> GOAL OF THE EXERCISE: A single number is the answer here: the count of lines in the data below that include the word "Swami".

[Records drawn from a dataset]
++++++

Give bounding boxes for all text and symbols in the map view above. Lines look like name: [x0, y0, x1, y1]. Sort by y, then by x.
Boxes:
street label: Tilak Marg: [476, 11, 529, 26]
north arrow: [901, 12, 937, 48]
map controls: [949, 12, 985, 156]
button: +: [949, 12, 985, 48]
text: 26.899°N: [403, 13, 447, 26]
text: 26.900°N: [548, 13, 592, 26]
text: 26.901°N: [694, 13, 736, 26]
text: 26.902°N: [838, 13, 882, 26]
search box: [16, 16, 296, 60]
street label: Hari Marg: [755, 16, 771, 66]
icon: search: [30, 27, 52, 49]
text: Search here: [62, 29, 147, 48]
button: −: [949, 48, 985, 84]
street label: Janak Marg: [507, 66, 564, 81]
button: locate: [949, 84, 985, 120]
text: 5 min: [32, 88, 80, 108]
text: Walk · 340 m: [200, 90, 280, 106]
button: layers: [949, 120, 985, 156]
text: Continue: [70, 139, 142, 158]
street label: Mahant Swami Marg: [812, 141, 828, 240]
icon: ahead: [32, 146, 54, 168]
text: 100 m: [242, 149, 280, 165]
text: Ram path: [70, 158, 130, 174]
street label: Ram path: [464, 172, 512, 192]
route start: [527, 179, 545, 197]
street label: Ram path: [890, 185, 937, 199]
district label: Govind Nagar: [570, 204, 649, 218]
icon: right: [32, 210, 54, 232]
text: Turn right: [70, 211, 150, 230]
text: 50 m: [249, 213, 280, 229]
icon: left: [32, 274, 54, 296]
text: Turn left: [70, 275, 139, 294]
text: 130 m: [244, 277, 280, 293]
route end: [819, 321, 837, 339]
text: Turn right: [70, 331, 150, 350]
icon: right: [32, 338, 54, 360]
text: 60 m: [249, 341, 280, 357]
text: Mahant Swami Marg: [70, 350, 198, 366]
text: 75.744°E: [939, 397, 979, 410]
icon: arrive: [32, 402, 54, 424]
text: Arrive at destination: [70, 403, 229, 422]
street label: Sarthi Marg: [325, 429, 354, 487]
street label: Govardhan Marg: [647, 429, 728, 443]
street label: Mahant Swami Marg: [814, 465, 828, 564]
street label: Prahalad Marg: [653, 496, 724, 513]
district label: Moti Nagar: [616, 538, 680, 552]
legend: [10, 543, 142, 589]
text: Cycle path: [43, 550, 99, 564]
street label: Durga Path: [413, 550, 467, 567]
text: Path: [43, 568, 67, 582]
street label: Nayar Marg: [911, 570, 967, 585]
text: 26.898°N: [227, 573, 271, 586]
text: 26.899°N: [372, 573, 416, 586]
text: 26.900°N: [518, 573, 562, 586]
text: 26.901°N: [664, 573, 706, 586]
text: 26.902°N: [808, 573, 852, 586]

++++++

> RESPONSE TO THE EXERCISE: 3